2020 has been an extremely successful year for Arm’s infrastructure and enterprise endeavours, as it was the year where we’ve seen fruition of the company’s “Neoverse” line of CPU microarchitectures hit the market in the form of Amazon’s new Graviton2 design as well as Ampere’s Altra server processor. Arm had first introduced the Neoverse N1 back in early 2019 and if you weren’t convinced of the Arm server promise with the Graviton2, the more powerful and super-sized Altra certainly should have turned some heads.

Inarguably the first generation of Arm servers that are truly competitive at the top end of performance, Arm is now finally achieving a goal the company has had in their sights for several years now, gaining real market share against the x86 incumbents.

Fast-forward to 2021, the Neoverse N1 design today employed in designs such as the Ampere Altra is still competitive, or beating the newest generation AMD or Intel designs – a situation that which a few years ago seemed farfetched. We recommend catching up on these important review pieces over the last 2 years to get an accurate picture of today’s market:


(Note: Y axis left chart starts at 50%)

Arm is very open that their main priority with the Neoverse line of products is gaining cloud footprint deployment market share, and as an example of the new-found success is an estimate into Amazon’s own AWS instance additions throughout 2020, where the new Arm-based Graviton2 is said to be the dominant hardware deployment, picking up the majority of share that’s being lost by Intel.

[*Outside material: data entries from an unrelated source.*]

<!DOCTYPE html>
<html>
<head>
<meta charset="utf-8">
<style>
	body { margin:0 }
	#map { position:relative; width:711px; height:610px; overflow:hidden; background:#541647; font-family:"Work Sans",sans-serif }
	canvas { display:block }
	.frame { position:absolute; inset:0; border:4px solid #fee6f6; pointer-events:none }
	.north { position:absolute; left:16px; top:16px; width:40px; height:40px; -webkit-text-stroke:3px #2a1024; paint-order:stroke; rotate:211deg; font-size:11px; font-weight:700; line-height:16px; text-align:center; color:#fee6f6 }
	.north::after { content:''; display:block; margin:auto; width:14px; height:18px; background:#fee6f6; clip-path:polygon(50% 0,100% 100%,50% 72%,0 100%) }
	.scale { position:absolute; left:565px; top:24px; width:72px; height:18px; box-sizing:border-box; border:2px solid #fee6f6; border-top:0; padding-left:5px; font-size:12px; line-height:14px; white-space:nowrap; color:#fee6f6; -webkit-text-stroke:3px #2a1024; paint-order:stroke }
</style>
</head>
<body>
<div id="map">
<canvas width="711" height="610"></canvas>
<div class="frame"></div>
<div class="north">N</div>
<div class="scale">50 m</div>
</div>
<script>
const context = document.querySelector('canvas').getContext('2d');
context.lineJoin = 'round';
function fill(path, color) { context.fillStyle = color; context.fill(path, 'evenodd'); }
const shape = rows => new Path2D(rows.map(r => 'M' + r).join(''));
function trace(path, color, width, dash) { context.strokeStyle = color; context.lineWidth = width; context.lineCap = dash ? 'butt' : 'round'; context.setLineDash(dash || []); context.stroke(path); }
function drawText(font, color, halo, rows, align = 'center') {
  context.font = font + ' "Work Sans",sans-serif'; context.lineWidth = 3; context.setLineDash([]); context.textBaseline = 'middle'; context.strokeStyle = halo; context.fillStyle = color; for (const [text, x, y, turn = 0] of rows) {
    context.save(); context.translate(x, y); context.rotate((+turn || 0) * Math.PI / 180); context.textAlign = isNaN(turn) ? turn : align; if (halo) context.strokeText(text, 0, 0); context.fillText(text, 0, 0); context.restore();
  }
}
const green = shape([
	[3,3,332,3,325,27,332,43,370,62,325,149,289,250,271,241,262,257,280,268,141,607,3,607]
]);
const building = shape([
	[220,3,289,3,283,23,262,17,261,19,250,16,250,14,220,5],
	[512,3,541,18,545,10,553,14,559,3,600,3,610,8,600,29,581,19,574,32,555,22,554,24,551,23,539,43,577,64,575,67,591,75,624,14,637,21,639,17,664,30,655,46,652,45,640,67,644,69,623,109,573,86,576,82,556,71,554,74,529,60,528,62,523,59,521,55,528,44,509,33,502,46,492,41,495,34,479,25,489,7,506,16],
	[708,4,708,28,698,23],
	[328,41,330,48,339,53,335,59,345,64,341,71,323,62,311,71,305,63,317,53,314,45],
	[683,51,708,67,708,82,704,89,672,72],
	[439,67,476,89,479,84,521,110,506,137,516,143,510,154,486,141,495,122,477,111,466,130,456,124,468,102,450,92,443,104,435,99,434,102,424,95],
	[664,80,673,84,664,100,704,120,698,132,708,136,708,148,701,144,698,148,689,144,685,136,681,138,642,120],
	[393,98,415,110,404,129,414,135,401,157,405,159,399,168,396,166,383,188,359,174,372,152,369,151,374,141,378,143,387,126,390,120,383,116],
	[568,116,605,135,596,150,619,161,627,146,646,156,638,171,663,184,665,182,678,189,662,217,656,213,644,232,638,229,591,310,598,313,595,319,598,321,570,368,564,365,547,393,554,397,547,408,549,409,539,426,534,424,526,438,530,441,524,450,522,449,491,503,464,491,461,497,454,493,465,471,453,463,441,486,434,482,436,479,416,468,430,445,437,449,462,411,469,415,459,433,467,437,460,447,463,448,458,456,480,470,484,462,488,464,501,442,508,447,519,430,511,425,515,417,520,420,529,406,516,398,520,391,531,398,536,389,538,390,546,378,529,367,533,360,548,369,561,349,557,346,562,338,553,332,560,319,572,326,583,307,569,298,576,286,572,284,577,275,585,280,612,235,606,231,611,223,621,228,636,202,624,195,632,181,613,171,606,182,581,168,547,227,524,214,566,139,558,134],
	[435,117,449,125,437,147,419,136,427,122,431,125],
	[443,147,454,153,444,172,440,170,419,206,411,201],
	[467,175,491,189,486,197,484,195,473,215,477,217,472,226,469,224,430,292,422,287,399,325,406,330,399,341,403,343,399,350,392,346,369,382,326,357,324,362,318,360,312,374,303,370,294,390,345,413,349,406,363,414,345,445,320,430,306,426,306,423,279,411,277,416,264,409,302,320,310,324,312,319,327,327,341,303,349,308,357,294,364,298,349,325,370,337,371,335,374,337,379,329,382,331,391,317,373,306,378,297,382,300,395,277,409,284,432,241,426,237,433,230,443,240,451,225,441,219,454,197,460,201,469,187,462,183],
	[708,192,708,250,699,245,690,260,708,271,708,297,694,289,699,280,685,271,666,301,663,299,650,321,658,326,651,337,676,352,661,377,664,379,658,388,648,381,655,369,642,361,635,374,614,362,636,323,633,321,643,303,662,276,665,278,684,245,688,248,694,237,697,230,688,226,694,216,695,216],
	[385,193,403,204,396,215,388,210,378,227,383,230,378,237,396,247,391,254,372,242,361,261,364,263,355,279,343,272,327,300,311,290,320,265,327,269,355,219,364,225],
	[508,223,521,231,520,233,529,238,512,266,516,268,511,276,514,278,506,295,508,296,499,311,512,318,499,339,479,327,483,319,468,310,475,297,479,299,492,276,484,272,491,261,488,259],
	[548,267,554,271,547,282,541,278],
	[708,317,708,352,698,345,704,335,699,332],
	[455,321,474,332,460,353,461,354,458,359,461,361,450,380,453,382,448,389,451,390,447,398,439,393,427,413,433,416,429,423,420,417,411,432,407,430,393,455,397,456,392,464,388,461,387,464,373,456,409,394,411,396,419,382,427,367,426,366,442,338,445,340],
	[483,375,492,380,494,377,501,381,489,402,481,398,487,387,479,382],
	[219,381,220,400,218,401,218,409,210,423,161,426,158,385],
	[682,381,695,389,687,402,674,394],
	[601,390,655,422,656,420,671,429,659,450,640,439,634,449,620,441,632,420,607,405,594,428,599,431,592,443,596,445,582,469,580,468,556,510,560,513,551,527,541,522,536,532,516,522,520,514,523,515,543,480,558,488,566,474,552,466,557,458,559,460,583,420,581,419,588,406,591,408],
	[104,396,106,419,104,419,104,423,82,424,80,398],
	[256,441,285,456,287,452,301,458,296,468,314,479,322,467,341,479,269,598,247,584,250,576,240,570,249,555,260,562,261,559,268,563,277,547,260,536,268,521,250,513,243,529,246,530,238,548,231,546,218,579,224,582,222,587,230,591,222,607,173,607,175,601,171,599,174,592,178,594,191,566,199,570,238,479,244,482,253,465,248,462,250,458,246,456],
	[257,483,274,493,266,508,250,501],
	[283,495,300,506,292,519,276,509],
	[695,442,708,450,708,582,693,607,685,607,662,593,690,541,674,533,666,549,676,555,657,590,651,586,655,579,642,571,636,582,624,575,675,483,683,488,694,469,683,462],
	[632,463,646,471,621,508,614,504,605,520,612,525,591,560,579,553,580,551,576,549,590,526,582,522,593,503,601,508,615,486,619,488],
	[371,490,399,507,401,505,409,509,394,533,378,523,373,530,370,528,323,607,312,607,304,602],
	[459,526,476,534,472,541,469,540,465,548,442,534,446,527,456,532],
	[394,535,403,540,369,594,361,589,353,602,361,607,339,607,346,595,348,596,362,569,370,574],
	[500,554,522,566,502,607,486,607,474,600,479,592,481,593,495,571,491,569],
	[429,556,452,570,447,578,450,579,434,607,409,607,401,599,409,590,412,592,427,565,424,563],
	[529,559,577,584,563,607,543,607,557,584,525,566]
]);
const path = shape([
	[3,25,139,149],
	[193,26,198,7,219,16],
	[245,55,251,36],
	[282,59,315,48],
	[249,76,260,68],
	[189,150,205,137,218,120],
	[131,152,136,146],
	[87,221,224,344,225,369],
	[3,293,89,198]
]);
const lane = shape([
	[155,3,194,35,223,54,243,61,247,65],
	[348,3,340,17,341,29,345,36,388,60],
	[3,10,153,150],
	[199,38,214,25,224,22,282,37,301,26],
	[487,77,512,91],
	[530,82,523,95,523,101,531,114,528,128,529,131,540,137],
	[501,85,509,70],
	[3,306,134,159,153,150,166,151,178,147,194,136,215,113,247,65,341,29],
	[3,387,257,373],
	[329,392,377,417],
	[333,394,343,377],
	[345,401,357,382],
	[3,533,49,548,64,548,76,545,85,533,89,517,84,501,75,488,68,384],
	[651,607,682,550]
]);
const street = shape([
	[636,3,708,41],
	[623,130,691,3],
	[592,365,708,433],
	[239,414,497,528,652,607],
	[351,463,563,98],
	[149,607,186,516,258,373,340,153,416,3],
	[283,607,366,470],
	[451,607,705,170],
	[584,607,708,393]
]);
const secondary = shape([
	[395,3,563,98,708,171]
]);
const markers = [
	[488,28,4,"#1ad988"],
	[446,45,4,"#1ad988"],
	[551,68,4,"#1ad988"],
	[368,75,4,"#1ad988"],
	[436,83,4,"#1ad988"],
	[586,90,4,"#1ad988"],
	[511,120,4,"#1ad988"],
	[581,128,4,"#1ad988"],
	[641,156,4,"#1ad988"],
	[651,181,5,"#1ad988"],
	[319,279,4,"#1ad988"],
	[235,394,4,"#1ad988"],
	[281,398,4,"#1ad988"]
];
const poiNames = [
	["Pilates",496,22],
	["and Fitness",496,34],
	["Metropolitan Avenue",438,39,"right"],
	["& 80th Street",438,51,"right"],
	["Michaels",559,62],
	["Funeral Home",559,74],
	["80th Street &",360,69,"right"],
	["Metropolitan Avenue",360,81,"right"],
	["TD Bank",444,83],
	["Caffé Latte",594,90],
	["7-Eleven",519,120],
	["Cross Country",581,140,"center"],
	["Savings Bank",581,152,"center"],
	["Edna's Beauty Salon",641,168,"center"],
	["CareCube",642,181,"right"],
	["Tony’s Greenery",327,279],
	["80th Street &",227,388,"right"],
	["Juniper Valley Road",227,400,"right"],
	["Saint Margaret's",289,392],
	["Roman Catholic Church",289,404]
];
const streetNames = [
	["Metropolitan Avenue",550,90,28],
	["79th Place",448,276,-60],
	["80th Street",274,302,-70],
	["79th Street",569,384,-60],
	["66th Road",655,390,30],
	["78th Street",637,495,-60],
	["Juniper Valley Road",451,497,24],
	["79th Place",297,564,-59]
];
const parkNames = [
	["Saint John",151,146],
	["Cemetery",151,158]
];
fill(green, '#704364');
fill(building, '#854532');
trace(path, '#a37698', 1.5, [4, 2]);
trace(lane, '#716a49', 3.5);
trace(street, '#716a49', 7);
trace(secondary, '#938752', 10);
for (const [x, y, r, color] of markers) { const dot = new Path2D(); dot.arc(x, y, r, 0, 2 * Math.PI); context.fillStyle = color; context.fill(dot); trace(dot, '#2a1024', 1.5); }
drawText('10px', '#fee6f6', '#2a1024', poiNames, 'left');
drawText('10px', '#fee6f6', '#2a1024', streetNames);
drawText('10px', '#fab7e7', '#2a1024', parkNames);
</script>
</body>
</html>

Looking towards 2022 and Beyond

Today, we’re pivoting towards the future and the new Neoverse V1 and Neoverse N2 generation of products. Arm had already tested the new products last September, teasing a few characteristics of the new designs, but falling short of disclosing more concrete details about the new microarchitectures. Following last month’s announcement of the Armv9 architecture, we’re now finally ready to dive into the two new CPU microarchitectures as well as the new CMN-700 mesh network.

As presented back in September, this generation of Neoverse CPU microarchitectures differ themselves in that we’re talking about two quite different products, aimed at different goals and market segments. The Neoverse V1 represents a new line-up for Arm, with a CPU microarchitecture that is aiming itself for more HPC-like workloads and designs oriented towards such markets, while the Neoverse N2 is more of a straight-up successor to the Neoverse N1 and infrastructure and cloud deployments in the same way that the N1 sees itself today in products such as the Graviton or Altra processors.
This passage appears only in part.